RRD writting performance improvement

Addons for Cacti and discussion about those addons

Moderators: Moderators, Developers

Post Reply
Author
Message
kazuya
Posts: 2
Joined: Mon Oct 11, 2010 8:55 am

RRD writting performance improvement

#1 Post by kazuya » Mon Oct 11, 2010 9:06 am

Hi,

I have noticed that with my setup where I store RRD file on NFS mount point polling performance was very bad.

After some investigation I have found out that SNMP/Script polling was performing very well (within 10s) but rrdtool would take very long time (thousands of seconds) to finish writing data.

The problem here was that rrdtool will write one RRD file at a time and over NFS opening files is slow. With about 7k RRD files this would not scale.

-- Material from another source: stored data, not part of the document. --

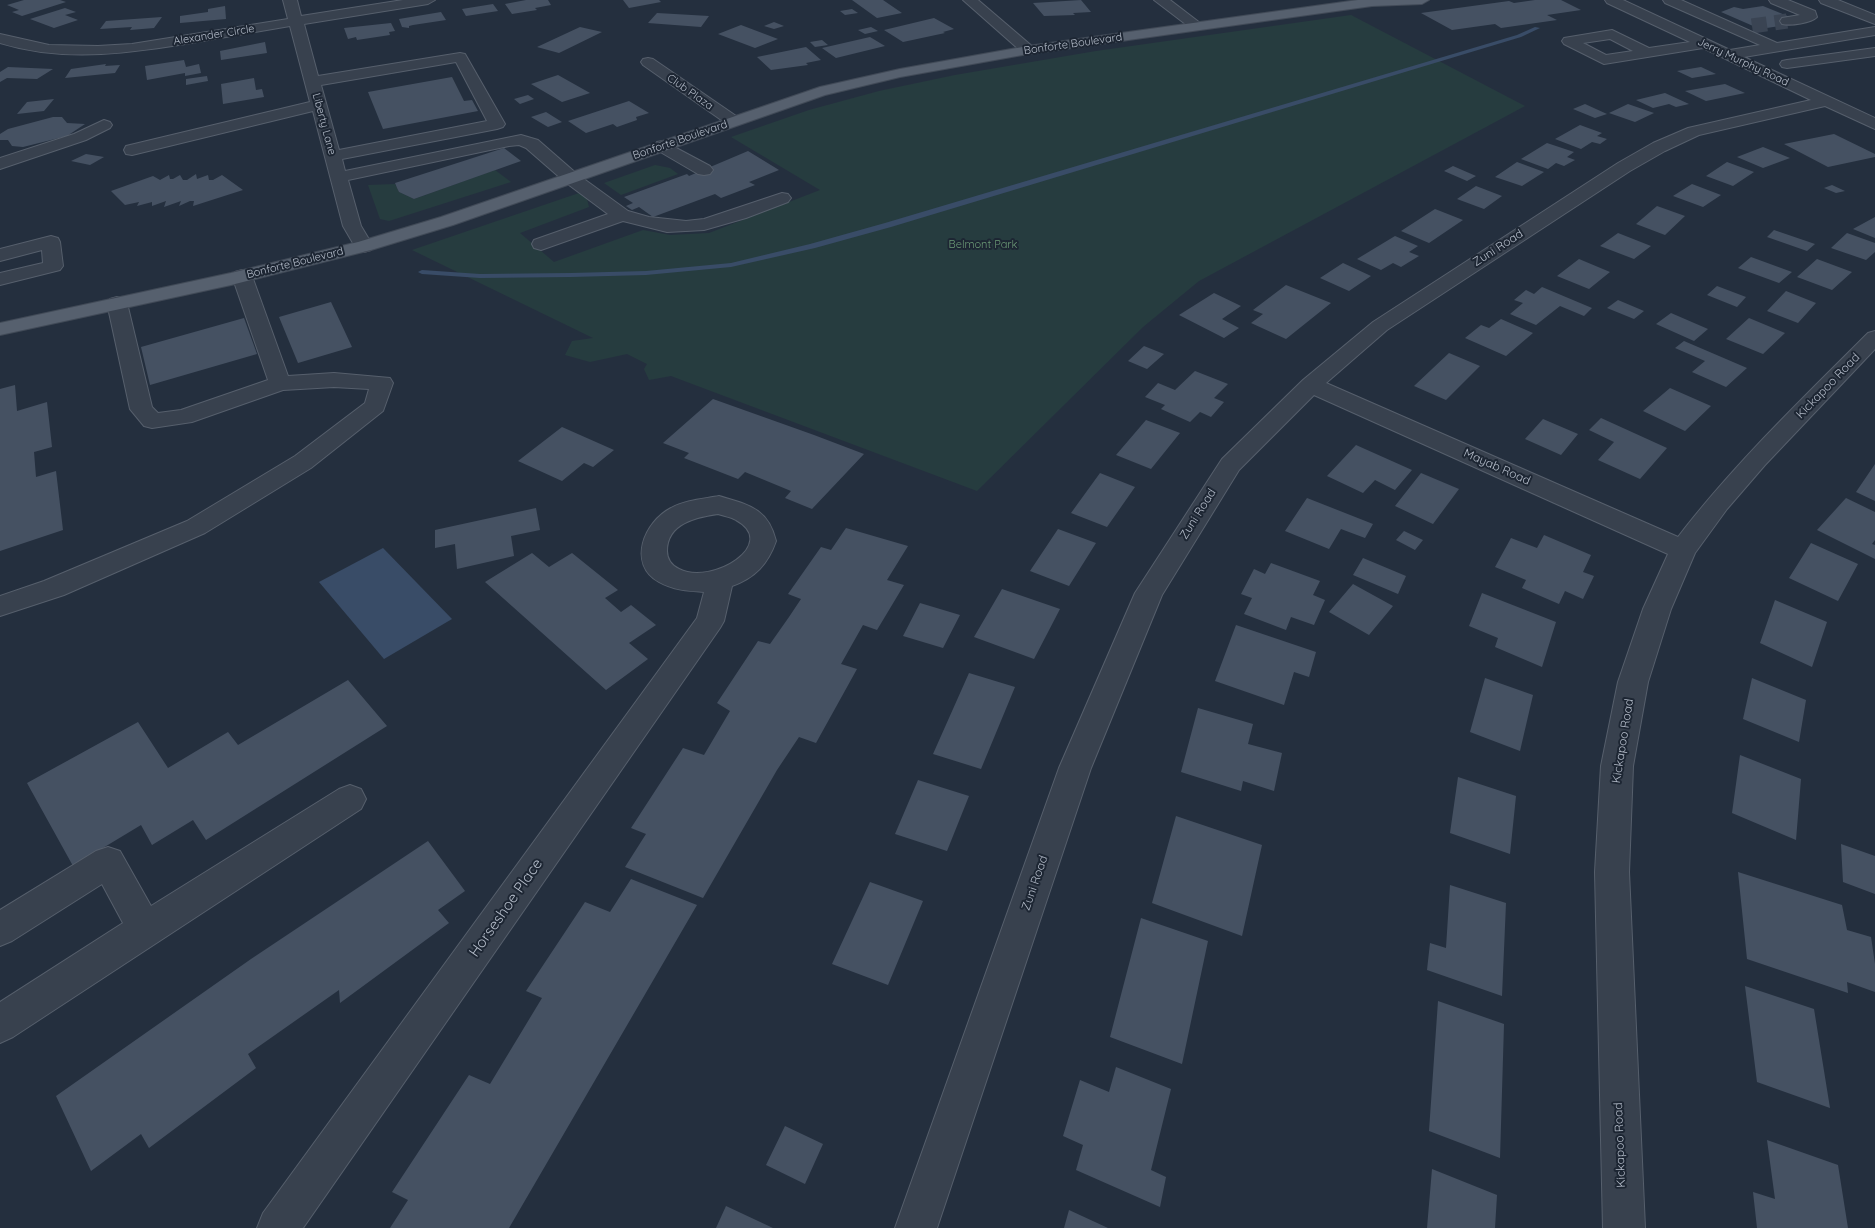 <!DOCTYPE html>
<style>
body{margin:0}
canvas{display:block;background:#242f3e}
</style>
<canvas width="1875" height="1228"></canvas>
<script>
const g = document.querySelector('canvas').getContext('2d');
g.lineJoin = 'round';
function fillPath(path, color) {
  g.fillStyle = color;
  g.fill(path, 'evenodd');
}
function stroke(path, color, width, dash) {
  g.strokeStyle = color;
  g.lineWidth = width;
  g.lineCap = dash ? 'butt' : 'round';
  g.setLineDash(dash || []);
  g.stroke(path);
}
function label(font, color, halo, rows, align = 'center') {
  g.font = font + ' Quicksand,sans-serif';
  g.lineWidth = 4;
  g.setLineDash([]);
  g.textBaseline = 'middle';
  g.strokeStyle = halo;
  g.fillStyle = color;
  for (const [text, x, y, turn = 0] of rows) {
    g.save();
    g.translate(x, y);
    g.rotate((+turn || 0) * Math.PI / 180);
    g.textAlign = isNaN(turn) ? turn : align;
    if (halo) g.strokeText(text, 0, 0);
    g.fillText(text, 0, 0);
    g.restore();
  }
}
fillPath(new Path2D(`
 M 1351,15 L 1525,106 L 1199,281 L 1143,327 L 977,491 L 671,376 L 649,380 L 644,369 L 647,364 L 627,354 L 590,362 L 565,355 L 572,341 L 593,338 L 412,250 L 579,193 L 587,199 L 589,207 L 520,233 L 554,262 L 643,230 L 670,235 L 709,233 L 820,190 L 731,137 L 809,110 L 879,91 L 955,75 L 1096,51 Z
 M 655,165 L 670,168 L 678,174 L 621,195 L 604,183 Z
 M 495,170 L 511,182 L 389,221 L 380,219 L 368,185 L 395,184 L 399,192 L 414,199 Z`), '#263c3f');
fillPath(new Path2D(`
 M 383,548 L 452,619 L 384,659 L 319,582 Z`), '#394c67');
fillPath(new Path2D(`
 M 1535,27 L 1540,28 L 1521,37 L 891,227 L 815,248 L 731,267 L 646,275 L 571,277 L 480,278 L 422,274 L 418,272 L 422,270 L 480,274 L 571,273 L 646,271 L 731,263 L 810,244 L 885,223 L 1517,35 Z`), '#394c67');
fillPath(new Path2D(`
 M 24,0 L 60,0 L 66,2 L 22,16 L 12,12 L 19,10 L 7,5 Z
 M 526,0 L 548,0 L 551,5 L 535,8 L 537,10 L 512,14 L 505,4 Z
 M 623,0 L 659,0 L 661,2 L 629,8 Z
 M 852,0 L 883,0 L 902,13 L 877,18 Z
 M 1081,0 L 1091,12 L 1073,13 L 1075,15 L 1044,16 L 1033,3 Z
 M 1535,0 L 1561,0 L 1581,10 L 1547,15 L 1557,20 L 1501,28 L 1495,24 L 1452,30 L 1421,13 L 1509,1 L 1514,3 Z
 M 493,4 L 498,11 L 466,16 L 462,9 Z
 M 225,6 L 226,19 L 180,23 L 180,16 L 208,12 L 208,9 Z
 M 1763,6 L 1790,17 L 1780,19 L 1793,24 L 1760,29 L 1721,12 L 1734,7 L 1743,9 Z
 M 65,8 L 76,12 L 65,15 L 78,20 L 54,28 L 30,19 Z
 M 852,9 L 858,13 L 845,15 L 840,11 Z
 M 441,12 L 446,20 L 413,25 L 409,26 L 409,28 L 402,27 L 399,19 Z
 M 657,13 L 709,16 L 701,27 L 648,23 Z
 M 162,17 L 154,28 L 130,30 L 132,27 L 100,29 L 106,21 Z
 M 934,18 L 954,29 L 943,32 L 945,33 L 903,42 L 884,30 Z
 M 774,22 L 784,26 L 774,29 L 764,26 Z
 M 391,23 L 395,31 L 389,32 L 390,35 L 357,40 L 356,37 L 348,39 L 344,28 Z
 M 741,25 L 778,39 L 755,48 L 718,34 Z
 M 580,27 L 602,32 L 559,53 L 537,47 Z
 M 871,27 L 878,31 L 865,34 L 858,30 Z
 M 870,37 L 885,46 L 836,58 L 822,48 Z
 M 822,40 L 828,45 L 815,47 L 810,42 Z
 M 265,42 L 267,53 L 221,60 L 220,51 Z
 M 806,47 L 821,60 L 806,63 L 808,65 L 771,70 L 757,57 Z
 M 184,60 L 186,67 L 199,64 L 201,73 L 185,76 L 185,73 L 147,80 L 145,66 Z
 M 106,64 L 105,66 L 120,65 L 115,73 L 65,78 L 71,69 Z
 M 8,67 L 53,69 L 37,79 L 7,78 L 0,82 L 0,72 Z
 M 1701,67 L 1716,74 L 1692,78 L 1677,71 Z
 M 558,75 L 590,93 L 562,102 L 531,84 Z
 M 207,76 L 208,81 L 186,85 L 186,79 Z
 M 452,77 L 464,101 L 472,100 L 478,111 L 383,129 L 368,92 Z
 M 254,78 L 256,90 L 262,89 L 264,97 L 223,104 L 221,84 Z
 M 1725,84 L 1745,93 L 1706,101 L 1685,91 Z
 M 1665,93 L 1689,104 L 1676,107 L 1669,104 L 1653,108 L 1636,100 Z
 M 528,95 L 534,99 L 520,104 L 514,99 Z
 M 54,99 L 44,111 L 17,114 L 27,102 Z
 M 629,101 L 649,113 L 636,117 L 637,120 L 617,127 L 613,124 L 586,133 L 568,121 Z
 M 1585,104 L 1607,114 L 1595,118 L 1573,109 Z
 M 1628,104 L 1654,113 L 1635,122 L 1609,113 Z
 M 546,112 L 562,122 L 548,127 L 531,117 Z
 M 53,117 L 62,117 L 67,123 L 85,124 L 67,136 L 23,147 L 12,146 L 8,140 L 0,140 L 0,134 L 8,129 Z
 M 1580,125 L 1602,133 L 1597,136 L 1607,139 L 1600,144 L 1592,142 L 1581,149 L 1555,139 Z
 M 1834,134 L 1875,154 L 1875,157 L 1828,167 L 1784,144 Z
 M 1547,143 L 1574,152 L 1567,157 L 1575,160 L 1564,166 L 1556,163 L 1548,169 L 1521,159 Z
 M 1763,147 L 1790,158 L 1763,168 L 1737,157 Z
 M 504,148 L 521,161 L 414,199 L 399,192 L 397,188 L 395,183 Z
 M 748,151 L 779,170 L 749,182 L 755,185 L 721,198 L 715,194 L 653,217 L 639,207 L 632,210 L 626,206 L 633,203 L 624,197 L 687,174 L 689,176 Z
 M 86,154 L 104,157 L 90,165 L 71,161 Z
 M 1517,162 L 1544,172 L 1522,186 L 1495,177 Z
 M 1727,162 L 1754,172 L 1733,186 L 1706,176 Z
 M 1453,166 L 1476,176 L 1467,181 L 1444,171 Z
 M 196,174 L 197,179 L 208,175 L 209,180 L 213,180 L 222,175 L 243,190 L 193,206 L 194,201 L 190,201 L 179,206 L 181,201 L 164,207 L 166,201 L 152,206 L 152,202 L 137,206 L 139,202 L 125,205 L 111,191 L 153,176 L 160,180 L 169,175 L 170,179 L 173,179 L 180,175 L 183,180 L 187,180 Z
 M 1692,184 L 1721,195 L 1703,207 L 1673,196 Z
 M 1832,185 L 1845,191 L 1836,193 L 1824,188 Z
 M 1476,186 L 1502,196 L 1484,209 L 1457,199 Z
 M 1657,206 L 1685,216 L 1665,235 L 1636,224 Z
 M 1435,209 L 1463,220 L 1429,243 L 1401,231 Z
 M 1875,217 L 1875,238 L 1853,229 Z
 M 1774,230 L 1815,244 L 1807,251 L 1767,237 Z
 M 1618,233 L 1651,246 L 1634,259 L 1600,246 Z
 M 1847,233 L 1875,243 L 1875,252 L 1866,260 L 1831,248 Z
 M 1395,236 L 1418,246 L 1409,252 L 1419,256 L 1401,267 L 1393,263 L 1381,270 L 1357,259 Z
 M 1751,257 L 1792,272 L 1779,283 L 1738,268 Z
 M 1579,259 L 1610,272 L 1589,289 L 1557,276 Z
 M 1817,259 L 1852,272 L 1832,290 L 1797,277 Z
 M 1343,263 L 1371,276 L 1349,291 L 1320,278 Z
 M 1286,285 L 1331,303 L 1286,339 L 1251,323 L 1263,314 L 1253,310 Z
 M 1717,286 L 1746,297 L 1737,307 L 1707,295 Z
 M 1542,287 L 1592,308 L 1584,316 L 1560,306 L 1536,325 L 1510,314 L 1523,303 L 1514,300 L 1526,290 L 1534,294 Z
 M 1786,291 L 1816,303 L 1798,323 L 1767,311 Z
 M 1214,293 L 1241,306 L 1222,319 L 1239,328 L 1224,338 L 1179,315 Z
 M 1618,300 L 1644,311 L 1634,319 L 1607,308 Z
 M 331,302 L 352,347 L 298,363 L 279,317 Z
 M 1671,313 L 1708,329 L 1694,341 L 1656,324 Z
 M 244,318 L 257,354 L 150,385 L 141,347 Z
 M 1749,318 L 1785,333 L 1763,354 L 1726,339 Z
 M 1501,319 L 1533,333 L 1506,356 L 1465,338 L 1481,325 L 1489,328 Z
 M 1684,341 L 1747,368 L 1726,387 L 1692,372 L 1705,361 L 1675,348 Z
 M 1144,346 L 1164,354 L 1147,369 L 1128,361 Z
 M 1449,353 L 1480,366 L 1446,400 L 1414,386 Z
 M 1195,371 L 1228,384 L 1214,398 L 1224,402 L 1211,417 L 1200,412 L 1190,422 L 1161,409 L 1165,405 L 1145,397 L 1158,383 L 1175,390 Z
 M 15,385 L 17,411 L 47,402 L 52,447 L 34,452 L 36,477 L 56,471 L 63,530 L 0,551 L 0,389 Z
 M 1670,388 L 1711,406 L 1685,431 L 1643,411 Z
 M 713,399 L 814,435 L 864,454 L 812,509 L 785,498 L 791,491 L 745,472 L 738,479 L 684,458 L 689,453 L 663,443 Z
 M 1601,418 L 1667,448 L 1640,479 L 1598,460 L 1614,442 L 1589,430 Z
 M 1543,419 L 1578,434 L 1561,455 L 1525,439 Z
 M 1146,420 L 1180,433 L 1151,469 L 1116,455 Z
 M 562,427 L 614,450 L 593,467 L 584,463 L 562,481 L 518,461 Z
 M 1356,445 L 1412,470 L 1395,490 L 1375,480 L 1363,493 L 1327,476 Z
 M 1875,464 L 1875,501 L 1856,492 Z
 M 1100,473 L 1135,487 L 1107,527 L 1071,513 Z
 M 1421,473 L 1459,489 L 1433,524 L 1395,506 Z
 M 1307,498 L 1373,524 L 1365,538 L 1341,529 L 1329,549 L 1285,531 Z
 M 1846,498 L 1875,512 L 1875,540 L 1872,544 L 1875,545 L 1875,559 L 1817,530 Z
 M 536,508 L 540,530 L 511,536 L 514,556 L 457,569 L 455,544 L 435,548 L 435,530 Z
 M 846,528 L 908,546 L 887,580 L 904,585 L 877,630 L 863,625 L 841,664 L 857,669 L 816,743 L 799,737 L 777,770 L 703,898 L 625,867 L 646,834 L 631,828 L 683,748 L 704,755 L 730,711 L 717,703 L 758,641 L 770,644 L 789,617 L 801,599 L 788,594 L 821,547 L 831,550 Z
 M 1058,529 L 1096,543 L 1069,586 L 1030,571 Z
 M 1404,531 L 1423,540 L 1415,550 L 1396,540 Z
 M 1544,535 L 1591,555 L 1583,572 L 1594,576 L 1583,599 L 1565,591 L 1559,604 L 1522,588 L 1526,580 L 1495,567 L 1511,538 L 1537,548 Z
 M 1811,543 L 1858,564 L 1838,601 L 1789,578 Z
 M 532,553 L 549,567 L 572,553 L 618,590 L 605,598 L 621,612 L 631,605 L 656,625 L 629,643 L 648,659 L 606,690 L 485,582 Z
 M 1363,558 L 1406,576 L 1398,594 L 1353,575 Z
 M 1271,563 L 1320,581 L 1313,595 L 1325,600 L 1314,625 L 1291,617 L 1286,630 L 1244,614 L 1252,598 L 1241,594 L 1254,569 L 1265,574 Z
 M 1353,584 L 1393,606 L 1369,635 L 1329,612 Z
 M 1002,589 L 1060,609 L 1034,659 L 974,637 Z
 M 1482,593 L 1556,622 L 1542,667 L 1495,647 L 1498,638 L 1469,626 Z
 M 1775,600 L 1827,622 L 1812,667 L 1760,643 Z
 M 920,603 L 960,615 L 943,648 L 903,636 Z
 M 1236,625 L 1316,652 L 1309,677 L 1294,672 L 1284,705 L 1215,681 Z
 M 969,673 L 1015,687 L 981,769 L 933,754 Z
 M 1485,678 L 1533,695 L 1520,751 L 1470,732 Z
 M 1752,678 L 1806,700 L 1799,742 L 1743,719 Z
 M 348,680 L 387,726 L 206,840 L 193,820 L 152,845 L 141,825 L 73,866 L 27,783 L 138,722 L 168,768 L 228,732 L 238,745 Z
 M 1198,708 L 1253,724 L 1248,744 L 1282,753 L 1274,791 L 1243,781 L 1241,791 L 1181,772 Z
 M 1740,755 L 1801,779 L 1796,840 L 1732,813 Z
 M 1458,777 L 1516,796 L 1510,854 L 1450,833 Z
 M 918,780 L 969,796 L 947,851 L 895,834 Z
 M 1176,816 L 1262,845 L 1242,936 L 1152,903 Z
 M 428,841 L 465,891 L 438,910 L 449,923 L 340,1003 L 339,990 L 248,1054 L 256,1068 L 149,1148 L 141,1134 L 91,1171 L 56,1096 L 251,959 Z
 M 1841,844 L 1875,856 L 1875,894 L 1843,882 Z
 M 1738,872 L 1842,905 L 1847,930 L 1871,937 L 1875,964 L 1875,992 L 1847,982 L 1848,993 L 1747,959 Z
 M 631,879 L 697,905 L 509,1228 L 390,1228 L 408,1200 L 392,1192 L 469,1075 L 490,1084 L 542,998 L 526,991 L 585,902 L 610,912 Z
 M 870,882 L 923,901 L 888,985 L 832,964 Z
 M 1450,885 L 1506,903 L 1502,996 L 1427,970 L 1430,943 L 1446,948 Z
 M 1141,918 L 1208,941 L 1182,1064 L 1110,1037 Z
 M 1745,986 L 1814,1009 L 1830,1108 L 1757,1082 Z
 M 1438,1001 L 1504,1024 L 1500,1158 L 1429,1131 Z
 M 1116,1067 L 1171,1089 L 1151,1170 L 1166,1177 L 1160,1207 L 1076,1170 L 1083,1145 L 1063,1136 L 1080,1080 L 1109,1092 Z
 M 785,1126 L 823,1144 L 805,1184 L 766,1165 Z
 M 1767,1140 L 1838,1165 L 1848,1228 L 1757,1228 L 1753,1192 L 1775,1199 Z
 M 1432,1169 L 1497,1195 L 1495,1228 L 1427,1228 Z
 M 726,1206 L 773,1228 L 716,1228 Z
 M 1069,1210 L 1108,1228 L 1064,1228 Z`), '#455162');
stroke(new Path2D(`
 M 1752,26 L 1787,21`), '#3a4453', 15, [15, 8]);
const minor = new Path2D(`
 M 283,0 L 297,0 L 301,16 L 403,0 L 435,0 L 428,4 L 304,24 L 318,76 L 460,53 L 465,54 L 505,124 L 503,127 L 497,129 L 342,159 L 345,171 L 521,135 L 538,140 L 577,174 L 628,211 L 649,217 L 686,221 L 704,219 L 782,193 L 788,194 L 791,198 L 788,202 L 746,218 L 704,230 L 667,232 L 623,221 L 541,250 L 534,248 L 532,244 L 534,240 L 608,214 L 565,182 L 526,148 L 519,145 L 509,146 L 348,180 L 361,226 L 373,246 L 371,250 L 364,252 L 357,250 L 343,226 L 313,111 L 132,155 L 126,154 L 124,150 L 126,146 L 310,102 L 290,26 C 255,32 220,38 185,44 C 123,54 61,62 0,43 L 0,34 L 49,45 L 98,46 L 132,44 L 288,19 ZM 456,62 L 487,121 L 339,150 L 321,85 Z
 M 963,0 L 978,0 L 1033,47 L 1035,50 L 1033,53 L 1023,53 Z
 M 1154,0 L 1170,0 L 1204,26 L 1197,30 L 1192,29 Z
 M 1605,0 L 1623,0 L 1730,50 L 1760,45 L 1665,3 L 1663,0 L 1681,0 L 1777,43 L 1875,27 L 1875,35 L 1744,57 L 1875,118 L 1875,129 L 1825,106 L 1699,135 L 1665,151 L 1630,171 L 1387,330 L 1326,383 L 1678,537 C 1735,463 1802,399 1868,333 L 1875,331 L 1875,349 L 1765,465 L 1727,509 L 1695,553 L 1671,609 L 1648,682 L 1633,766 L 1629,872 L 1645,1228 L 1603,1228 L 1595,872 L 1601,766 L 1618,682 L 1643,609 L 1668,554 L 1314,395 L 1239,470 L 1162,595 L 1091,768 L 937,1228 L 895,1228 L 1059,768 L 1135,593 L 1222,459 L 1303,380 L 1373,322 L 1618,163 L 1653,143 L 1688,128 L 1811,100 L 1703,48 L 1604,64 L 1564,44 L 1562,41 L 1564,38 L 1612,30 L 1649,48 L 1690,42 L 1607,3 ZM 1610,39 L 1633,51 L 1606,55 L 1583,43 Z
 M 1769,0 L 1788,0 L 1815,11 L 1817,17 C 1811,23 1791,26 1782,24 L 1780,21 L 1782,18 L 1800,15 L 1771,3 Z
 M 1819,0 L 1838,0 L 1875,15 L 1875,24 L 1821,3 Z
 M 1875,48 L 1875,56 L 1787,68 L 1782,67 L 1780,64 L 1782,61 L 1787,60 Z
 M 648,58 L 653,59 L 739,118 L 741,121 L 739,124 L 727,124 L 643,65 L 641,62 L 643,59 Z
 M 104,120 L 110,122 L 112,125 L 110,128 L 86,140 L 0,169 L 0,158 L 74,134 Z
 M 663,141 L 710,166 L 713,170 L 710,174 L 704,175 L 698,174 L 657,150 L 655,146 L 657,142 Z
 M 51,236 L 58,238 L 60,242 L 63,266 L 60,270 L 0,285 L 0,273 L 43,263 L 42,250 L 0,261 L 0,249 Z
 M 242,270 L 249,272 L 252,276 L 288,376 L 334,373 L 390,378 L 393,383 L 383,411 L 311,468 L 205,533 L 64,595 L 0,616 L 0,596 L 44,581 L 187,521 L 295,456 L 365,403 L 369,389 L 334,387 L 283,390 L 192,422 L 152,428 L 144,426 L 130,409 L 107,303 L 110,299 L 117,297 L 124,299 L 127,303 L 152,407 L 158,413 L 181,410 L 268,380 L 232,276 L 235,272 Z
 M 719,496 C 749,505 768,508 776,541 C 768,564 755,578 732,586 L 724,621 L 720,628 L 303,1228 L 257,1228 L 263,1213 L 697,618 L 704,592 C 688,591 673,590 659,582 C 627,564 644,522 671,508 C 685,500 703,499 719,496 ZM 718,514 C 724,516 731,517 736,520 C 780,544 712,586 679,569 C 671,565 667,559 667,551 C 667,523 697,517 718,514 Z
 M 350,785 L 361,789 L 366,799 L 361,809 L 13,1037 L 0,1043 L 0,1002 L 123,923 L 102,884 L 12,941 L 0,946 L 0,910 L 96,851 L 108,847 L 120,851 L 151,906 L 339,789 Z`);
const major = new Path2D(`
 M 1358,0 L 1429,0 L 1422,4 L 1372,6 L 1028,54 L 900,77 L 825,95 L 453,225 L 371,250 L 231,285 L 0,335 L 0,323 L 231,273 L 358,242 L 441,217 L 820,87 L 900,69 L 1028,46 Z`);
stroke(minor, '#565f6c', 2);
stroke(major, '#414a57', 2);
fillPath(minor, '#38414e');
fillPath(major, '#56606e');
label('11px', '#b4bcc9', '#1d2633', [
 ["Alexander Circle",214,35,-9],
 ["Bonforte Boulevard",1073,44,-8],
 ["Jerry Murphy Road",1743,62,25],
 ["Club Plaza",690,92,35],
 ["Liberty Lane",324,124,75],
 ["Bonforte Boulevard",680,140,-19],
 ["Bonforte Boulevard",295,263,-14]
]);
label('11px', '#6b9a76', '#1d2633', [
 ["Belmont Park",983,245]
]);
label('12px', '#b4bcc9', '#1d2633', [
 ["Zuni Road",1498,248,-33],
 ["Kickapoo Road",1828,386,-46],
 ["Mayab Road",1497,467,24],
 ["Zuni Road",1198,514,-58],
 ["Kickapoo Road",1623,741,-81],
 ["Zuni Road",1035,883,-71],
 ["Kickapoo Road",1620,1145,-92]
]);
label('15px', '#b4bcc9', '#1d2633', [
 ["Horseshoe Place",506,908,-55]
]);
</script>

I have solved the problem by parallelizing RRD file write with rrdtool wrapper script:

Code: Select all

#!/usr/bin/python

import zlib
import subprocess
import sys
import time
import os

rrd = "/usr/bin/rrdtool"
process_no = 16
            
processes = []

def spawn():
        processes.append(subprocess.Popen([rrd, "-"], stdin=subprocess.PIPE))

def pipe(process, data):
        processes[process].stdin.write(data)

if len(sys.argv) > 1 and sys.argv[1] == "-":
        pno = process_no
        while pno:
                spawn()
                pno -= 1
        while True:
                line = sys.stdin.readline()
                if not line:
                        break
                args = line.lstrip().split(" ")
                
                if len(args) < 2 or args[0] != "update":
                        pipe(0, line)
                else:   
                        cmd = args[0]
                        file = args[1]
                        hash = zlib.crc32(file)
                        process = hash % process_no
                        #print "cmd: ", cmd, "file: ", file, "hash: ", hash, "process no: ", process
                        pipe(process, line)
else:   
        os.execlp(rrd, *([rrd] + sys.argv[1:]))
This script will spawn 16 rrdtool processes and will pipe update requests to them in parallel making sure that there are no two processes writing to the same file.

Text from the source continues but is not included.